What is evangelicalism, then? Well, to answer that properly would take at least a small book (and, coincidentally, I recently wrote one). But for now, evangelicalism can be characterized as orthodox in doctrine, Biblical in orientation, fervent in piety, focused on evangelism, active in social service, populist in polity, and pragmatic in mode. Evangelicals are busy, enthusiastic Protestants (although some observers count some Catholics among their ranks) who love Jesus, want others to love him, and work hard to spread the good word and good works wherever they can.
White Christian nationalism? Yes, evangelicals in the United States have enjoyed wielding cultural power for decades—historian Martin Marty characterized nineteenth century America as so dominated by evangelicalism as to constitute a “righteous empire”—and being in charge is a hard habit to give up.
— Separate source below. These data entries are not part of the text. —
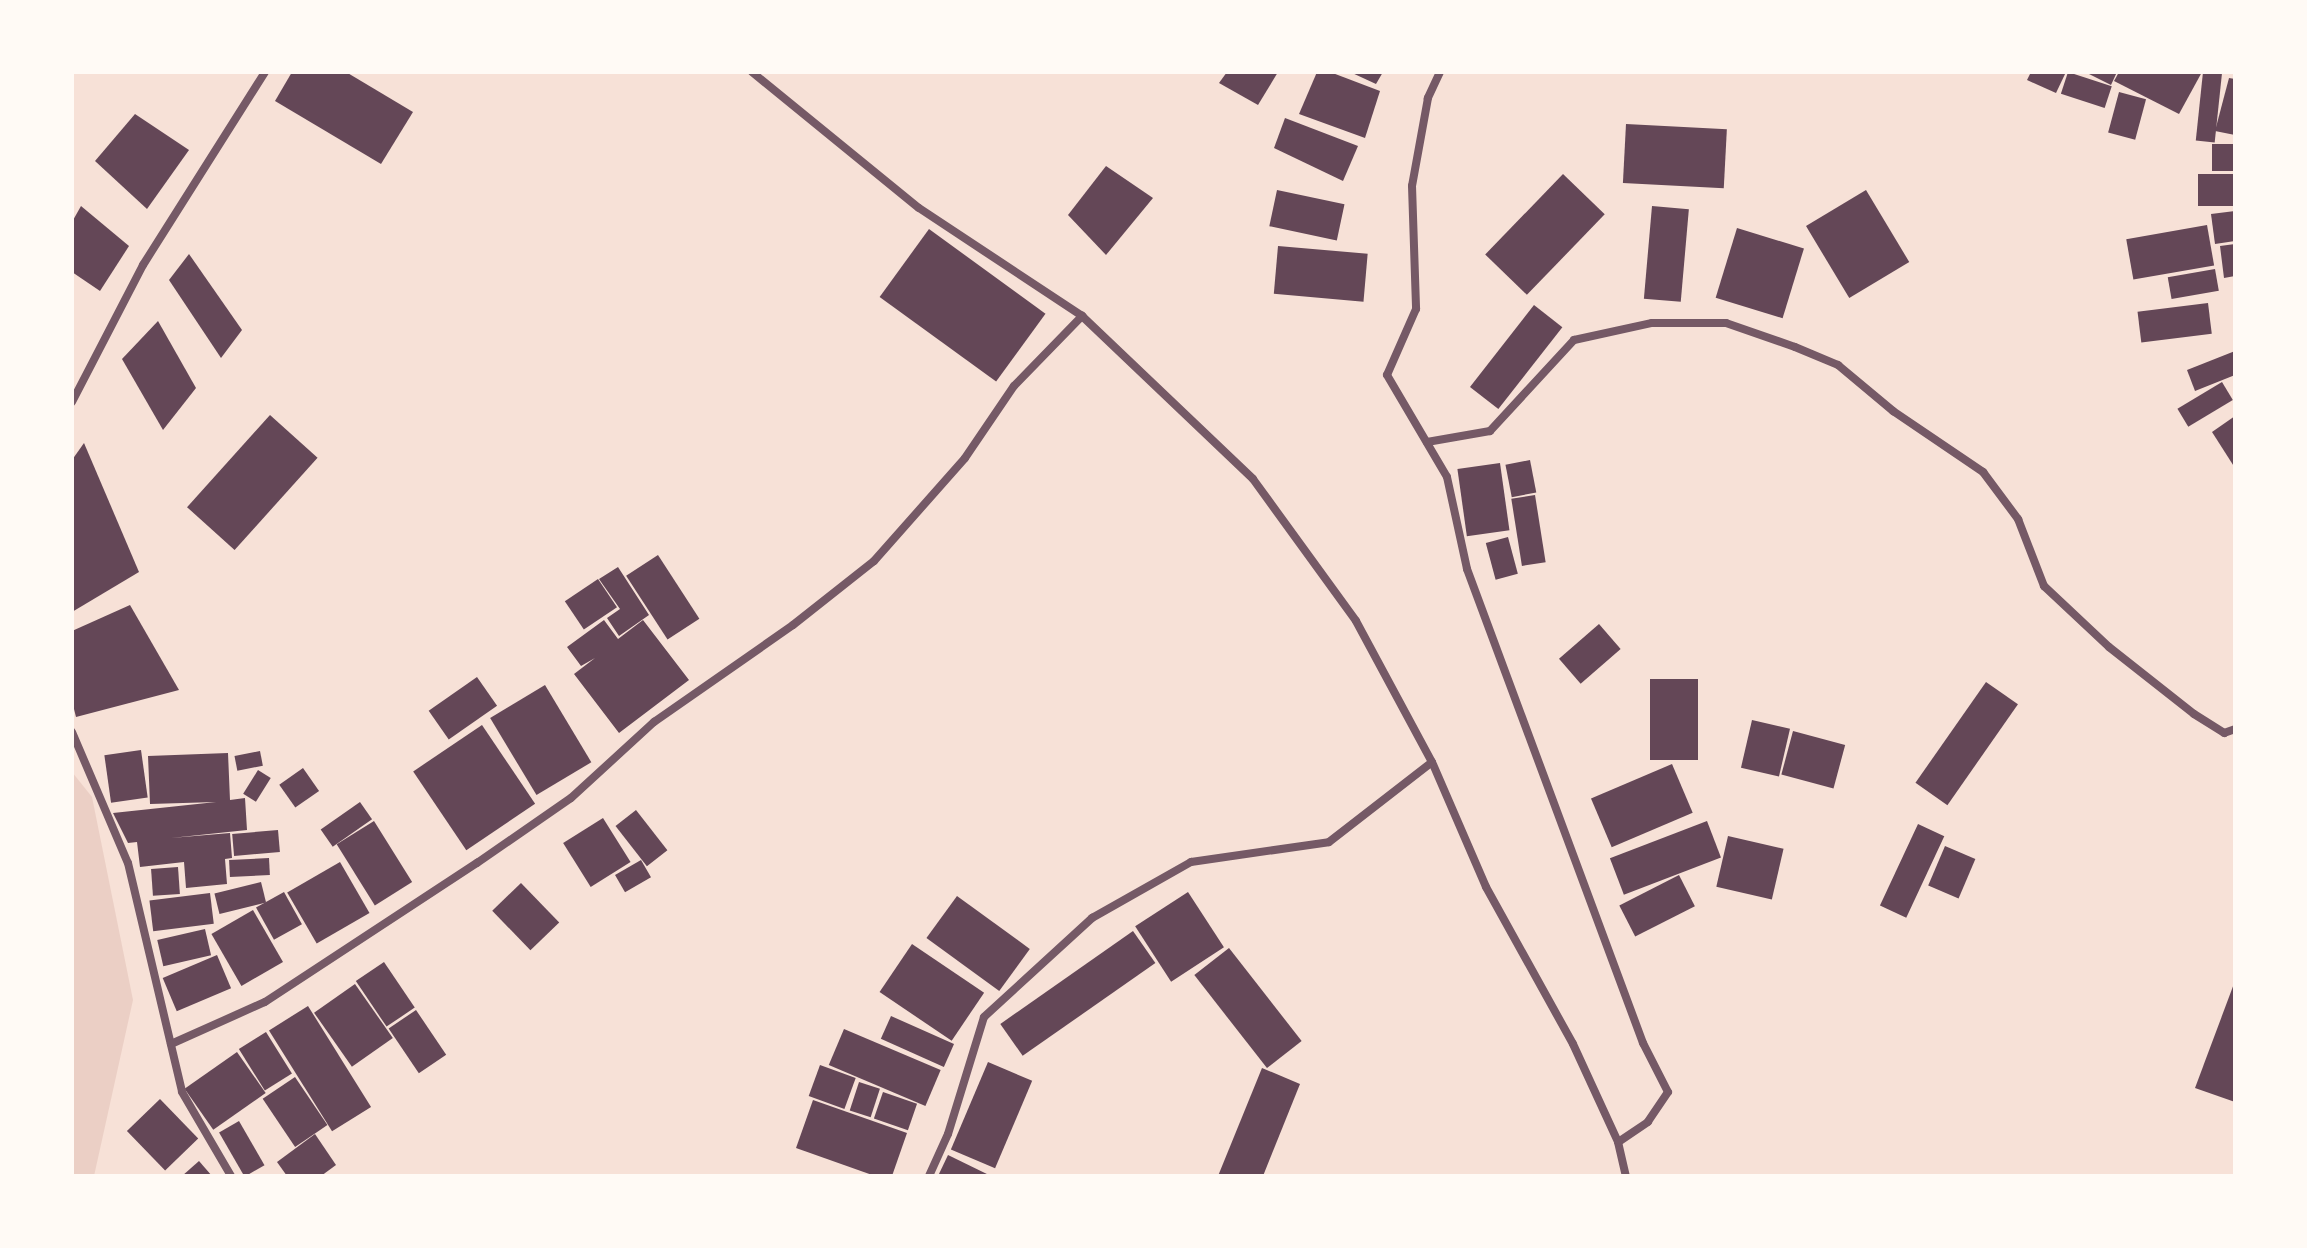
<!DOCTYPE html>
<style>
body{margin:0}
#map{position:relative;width:2307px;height:1248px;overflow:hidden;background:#f7e1d7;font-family:Cabin,sans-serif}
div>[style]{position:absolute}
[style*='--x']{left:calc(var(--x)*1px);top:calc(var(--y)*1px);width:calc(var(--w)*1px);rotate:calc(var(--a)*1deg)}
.green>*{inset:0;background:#ebcfc5}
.building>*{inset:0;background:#644757;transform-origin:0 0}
.minor>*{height:8px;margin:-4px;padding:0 4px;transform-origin:4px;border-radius:4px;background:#755966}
span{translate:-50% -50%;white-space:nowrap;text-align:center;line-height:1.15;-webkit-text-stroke:7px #fffaf5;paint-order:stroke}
.frame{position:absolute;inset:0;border:74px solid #fffaf5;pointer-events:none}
</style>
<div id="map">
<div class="green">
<div style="clip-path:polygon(72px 772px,92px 797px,133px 1000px,94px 1176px,72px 1176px)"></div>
</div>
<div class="building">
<div style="clip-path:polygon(292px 72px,346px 72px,413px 112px,381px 164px,275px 101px)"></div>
<div style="clip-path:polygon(1227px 72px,1278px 72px,1258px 105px,1219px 83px)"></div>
<div style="clip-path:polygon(1317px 72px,1330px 72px,1380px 91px,1365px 138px,1299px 114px)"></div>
<div style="clip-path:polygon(1350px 72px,1383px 72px,1376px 84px)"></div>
<div style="clip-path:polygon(2031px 72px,2066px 72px,2056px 93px,2027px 80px)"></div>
<div style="left:2068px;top:72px;width:46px;height:23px;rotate:18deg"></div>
<div style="clip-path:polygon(2085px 72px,2117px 72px,2111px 85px)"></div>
<div style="clip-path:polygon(2119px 72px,2202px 72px,2179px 114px,2114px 81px)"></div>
<div style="left:2203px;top:72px;width:19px;height:69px;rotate:6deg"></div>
<div style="clip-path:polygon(2229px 78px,2235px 79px,2235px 135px,2215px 131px)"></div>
<div style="left:2119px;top:92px;width:28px;height:42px;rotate:15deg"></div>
<div style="clip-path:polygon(135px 114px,189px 150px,147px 209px,95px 161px)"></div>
<div style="clip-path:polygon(1285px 118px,1358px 146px,1343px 181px,1274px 148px)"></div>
<div style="left:1626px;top:124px;width:101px;height:59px;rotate:3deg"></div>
<div style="left:2212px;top:144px;width:23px;height:27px"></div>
<div style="clip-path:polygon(1106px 166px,1153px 198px,1106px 255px,1068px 215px)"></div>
<div style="left:1563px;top:174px;width:58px;height:112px;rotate:44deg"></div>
<div style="left:2235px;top:174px;width:32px;height:37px;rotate:90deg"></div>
<div style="left:1277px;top:190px;width:69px;height:37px;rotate:12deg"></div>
<div style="left:1866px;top:190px;width:84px;height:70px;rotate:59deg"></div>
<div style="clip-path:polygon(81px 206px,129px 246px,100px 291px,72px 272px,72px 222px)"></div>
<div style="left:1652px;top:206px;width:37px;height:93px;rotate:5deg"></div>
<div style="clip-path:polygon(2235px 211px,2235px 241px,2215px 244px,2211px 214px)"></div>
<div style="left:2207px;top:225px;width:41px;height:82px;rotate:80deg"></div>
<div style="left:1737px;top:228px;width:70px;height:73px;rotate:17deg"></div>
<div style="left:929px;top:229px;width:144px;height:84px;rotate:36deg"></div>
<div style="clip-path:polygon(2235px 244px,2235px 276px,2224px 278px,2220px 246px)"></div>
<div style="left:1278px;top:246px;width:90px;height:48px;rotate:5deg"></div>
<div style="clip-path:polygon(189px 254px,242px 330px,221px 358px,169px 280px)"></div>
<div style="left:2215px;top:269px;width:22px;height:48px;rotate:80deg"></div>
<div style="left:2208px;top:303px;width:31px;height:71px;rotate:83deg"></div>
<div style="left:1534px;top:305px;width:36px;height:104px;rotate:38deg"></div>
<div style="clip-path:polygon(158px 321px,196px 388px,163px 430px,122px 359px)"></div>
<div style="clip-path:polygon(2235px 351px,2235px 375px,2195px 391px,2187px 370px)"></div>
<div style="left:2222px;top:382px;width:21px;height:52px;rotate:59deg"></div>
<div style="left:270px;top:415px;width:64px;height:124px;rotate:42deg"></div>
<div style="clip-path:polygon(2235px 416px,2235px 468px,2212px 432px)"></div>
<div style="clip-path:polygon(84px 443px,139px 572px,72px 612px,72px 460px)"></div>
<div style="left:1530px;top:460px;width:33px;height:25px;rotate:79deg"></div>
<div style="left:1500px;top:463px;width:68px;height:43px;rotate:82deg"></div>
<div style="left:1535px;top:495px;width:68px;height:24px;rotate:81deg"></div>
<div style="left:1508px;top:537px;width:38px;height:23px;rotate:75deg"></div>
<div style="left:658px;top:555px;width:76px;height:38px;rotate:57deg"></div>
<div style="clip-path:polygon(618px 567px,649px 615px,619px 636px,607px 618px,620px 609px,599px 579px)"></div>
<div style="left:598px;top:579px;width:34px;height:40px;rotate:56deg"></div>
<div style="clip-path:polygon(130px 605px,179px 690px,76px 717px,72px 701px,72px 631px)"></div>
<div style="clip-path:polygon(604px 620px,618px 639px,643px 620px,689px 680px,619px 733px,574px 674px,595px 658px,581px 666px,567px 647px)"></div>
<div style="left:1599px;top:624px;width:33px;height:53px;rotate:49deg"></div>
<div style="left:477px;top:677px;width:35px;height:59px;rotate:55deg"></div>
<div style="left:1650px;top:679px;width:48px;height:81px"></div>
<div style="left:1986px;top:682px;width:39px;height:123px;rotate:35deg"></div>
<div style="left:545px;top:685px;width:90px;height:64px;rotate:59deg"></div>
<div style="left:1752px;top:720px;width:39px;height:49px;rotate:13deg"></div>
<div style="left:482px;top:725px;width:95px;height:83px;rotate:56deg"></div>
<div style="left:1793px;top:731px;width:54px;height:45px;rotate:15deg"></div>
<div style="left:141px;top:750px;width:48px;height:37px;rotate:82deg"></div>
<div style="left:260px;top:751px;width:15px;height:26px;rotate:79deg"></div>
<div style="clip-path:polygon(228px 753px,230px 800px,245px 798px,247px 830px,171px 838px,230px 833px,232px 858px,225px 859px,227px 884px,186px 888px,184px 862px,140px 867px,137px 842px,128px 843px,113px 813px,216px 802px,150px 804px,148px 756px)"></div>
<div style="left:1672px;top:764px;width:53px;height:88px;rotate:67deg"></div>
<div style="left:303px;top:768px;width:28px;height:29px;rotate:55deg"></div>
<div style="left:258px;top:770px;width:15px;height:28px;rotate:32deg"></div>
<div style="left:360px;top:802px;width:21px;height:48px;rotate:55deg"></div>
<div style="left:636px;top:810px;width:51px;height:26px;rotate:52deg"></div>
<div style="left:603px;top:818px;width:52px;height:47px;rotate:58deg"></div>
<div style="left:374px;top:821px;width:72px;height:44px;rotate:58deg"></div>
<div style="left:1707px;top:821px;width:39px;height:104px;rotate:69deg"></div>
<div style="left:1918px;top:824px;width:29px;height:90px;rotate:25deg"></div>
<div style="left:278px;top:830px;width:22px;height:46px;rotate:85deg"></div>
<div style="left:1728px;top:836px;width:57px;height:52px;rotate:13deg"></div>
<div style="left:1945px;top:846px;width:33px;height:43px;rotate:23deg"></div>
<div style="left:269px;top:858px;width:17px;height:40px;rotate:87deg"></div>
<div style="left:641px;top:860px;width:20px;height:30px;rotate:60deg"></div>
<div style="left:340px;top:862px;width:59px;height:61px;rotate:60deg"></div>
<div style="left:178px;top:867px;width:27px;height:27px;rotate:86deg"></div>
<div style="left:1679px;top:875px;width:35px;height:67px;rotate:63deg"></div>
<div style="left:261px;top:882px;width:21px;height:48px;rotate:76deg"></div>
<div style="left:521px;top:883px;width:55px;height:40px;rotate:46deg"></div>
<div style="left:284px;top:892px;width:37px;height:32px;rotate:61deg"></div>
<div style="left:1188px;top:892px;width:66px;height:63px;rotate:57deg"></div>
<div style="left:210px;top:893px;width:31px;height:61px;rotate:83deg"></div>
<div style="left:957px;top:896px;width:90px;height:52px;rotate:36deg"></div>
<div style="left:253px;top:910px;width:60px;height:48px;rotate:60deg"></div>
<div style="left:205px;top:929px;width:27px;height:49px;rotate:77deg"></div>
<div style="left:1133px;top:931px;width:39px;height:162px;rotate:55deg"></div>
<div style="left:912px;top:944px;width:87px;height:58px;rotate:34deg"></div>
<div style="left:1229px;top:948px;width:118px;height:44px;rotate:52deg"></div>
<div style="left:217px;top:955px;width:36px;height:59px;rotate:67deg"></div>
<div style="left:384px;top:962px;width:55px;height:34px;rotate:56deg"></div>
<div style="clip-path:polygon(2235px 981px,2235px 1102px,2195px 1088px)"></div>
<div style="left:355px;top:984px;width:66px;height:50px;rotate:55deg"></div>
<div style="left:308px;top:1006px;width:119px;height:46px;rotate:58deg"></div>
<div style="left:416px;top:1010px;width:54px;height:33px;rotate:56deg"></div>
<div style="left:891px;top:1016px;width:69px;height:25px;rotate:24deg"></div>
<div style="left:844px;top:1029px;width:105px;height:39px;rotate:23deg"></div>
<div style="left:266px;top:1032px;width:49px;height:32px;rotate:58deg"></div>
<div style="left:237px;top:1052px;width:50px;height:64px;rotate:55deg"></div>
<div style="left:988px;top:1062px;width:48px;height:95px;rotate:23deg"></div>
<div style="left:820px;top:1065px;width:38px;height:33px;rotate:20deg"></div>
<div style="clip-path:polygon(1262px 1068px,1300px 1084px,1263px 1176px,1218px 1176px)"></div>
<div style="left:295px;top:1077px;width:58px;height:39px;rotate:56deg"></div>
<div style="left:859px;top:1082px;width:22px;height:30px;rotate:18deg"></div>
<div style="left:883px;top:1092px;width:36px;height:28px;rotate:19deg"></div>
<div style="left:160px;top:1099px;width:55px;height:46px;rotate:46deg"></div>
<div style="clip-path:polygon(813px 1100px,907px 1133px,892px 1176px,875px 1176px,796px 1148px)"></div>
<div style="left:239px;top:1121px;width:51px;height:23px;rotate:60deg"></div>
<div style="clip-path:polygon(315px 1134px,336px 1165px,321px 1176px,287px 1176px,277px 1162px)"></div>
<div style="clip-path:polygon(948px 1155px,991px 1176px,938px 1176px)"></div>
<div style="clip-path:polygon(199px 1161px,212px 1176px,182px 1176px)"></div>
</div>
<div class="minor">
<div style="--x:752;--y:72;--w:215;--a:39.2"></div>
<div style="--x:919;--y:208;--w:196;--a:33.5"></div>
<div style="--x:1082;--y:316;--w:236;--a:43.6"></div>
<div style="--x:1253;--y:479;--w:175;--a:54"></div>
<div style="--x:1356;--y:621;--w:160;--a:61.7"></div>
<div style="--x:1432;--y:762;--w:136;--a:66.6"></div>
<div style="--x:1486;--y:887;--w:179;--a:61"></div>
<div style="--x:1573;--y:1044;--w:108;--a:65.3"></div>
<div style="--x:1618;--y:1142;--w:35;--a:77"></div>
<div style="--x:1440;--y:72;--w:29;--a:115"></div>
<div style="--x:1428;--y:98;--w:89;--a:100.3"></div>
<div style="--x:1412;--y:186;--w:123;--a:88.1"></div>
<div style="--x:1416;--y:309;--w:72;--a:113.7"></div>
<div style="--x:1387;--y:375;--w:118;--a:59.5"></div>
<div style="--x:1447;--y:477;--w:94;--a:77.7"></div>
<div style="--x:1467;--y:569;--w:506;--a:69.63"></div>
<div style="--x:1643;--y:1043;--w:55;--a:63"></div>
<div style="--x:1668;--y:1092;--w:36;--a:124"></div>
<div style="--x:1648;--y:1122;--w:36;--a:146"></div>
<div style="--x:72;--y:402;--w:154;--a:-62.6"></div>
<div style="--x:143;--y:265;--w:228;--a:-57.7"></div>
<div style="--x:1427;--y:442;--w:64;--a:-9.9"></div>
<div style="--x:1490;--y:431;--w:124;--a:-47.3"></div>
<div style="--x:1574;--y:340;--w:80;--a:-12.3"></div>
<div style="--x:1652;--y:323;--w:74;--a:0"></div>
<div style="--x:1726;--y:323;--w:73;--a:19.2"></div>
<div style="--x:1795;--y:347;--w:47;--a:22.7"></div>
<div style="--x:1838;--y:365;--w:72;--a:39.9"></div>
<div style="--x:1893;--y:411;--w:109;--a:34.1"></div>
<div style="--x:1983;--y:472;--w:59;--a:53.3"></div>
<div style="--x:2018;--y:519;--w:72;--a:68.8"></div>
<div style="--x:2044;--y:586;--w:89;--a:43.2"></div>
<div style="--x:2109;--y:647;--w:108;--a:38.2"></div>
<div style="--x:2194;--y:714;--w:36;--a:32"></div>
<div style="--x:2224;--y:733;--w:12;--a:-20"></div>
<div style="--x:72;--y:732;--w:142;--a:66.9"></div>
<div style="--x:128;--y:863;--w:235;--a:76.7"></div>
<div style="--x:182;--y:1092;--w:97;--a:59.7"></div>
<div style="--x:171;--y:1044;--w:103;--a:-24.1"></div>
<div style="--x:265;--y:1002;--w:254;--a:-33.3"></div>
<div style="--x:477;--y:863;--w:114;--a:-34.7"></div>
<div style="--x:571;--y:798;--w:113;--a:-42.5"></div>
<div style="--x:654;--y:722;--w:169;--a:-34.9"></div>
<div style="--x:793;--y:625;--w:103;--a:-38.3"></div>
<div style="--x:874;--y:561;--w:137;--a:-48.5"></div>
<div style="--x:965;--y:458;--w:87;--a:-55.8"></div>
<div style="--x:1014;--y:386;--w:98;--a:-45.8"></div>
<div style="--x:929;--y:1176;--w:46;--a:-65.7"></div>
<div style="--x:948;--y:1134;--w:122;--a:-72.9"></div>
<div style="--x:984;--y:1017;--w:147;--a:-42.5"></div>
<div style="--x:1092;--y:918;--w:114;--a:-29.5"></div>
<div style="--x:1191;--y:862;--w:139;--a:-8.2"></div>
<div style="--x:1329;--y:842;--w:130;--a:-37.8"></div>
</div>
<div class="frame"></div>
</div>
Evangelicals used to drive the bus called “America,” so they are particularly inclined to support someone who offers to let them back into the driver’s seat—or, at least, to take them where they want to go. Small wonder that such white Christian nationalists support politicians and preachers who pander to white Christian nationalism.
Everywhere else, though, and even among non-white Americans, the nexus of Jesus and John Wayne just doesn’t even occur. White American evangelical Trumpism is a lot more white and more American than it is evangelical.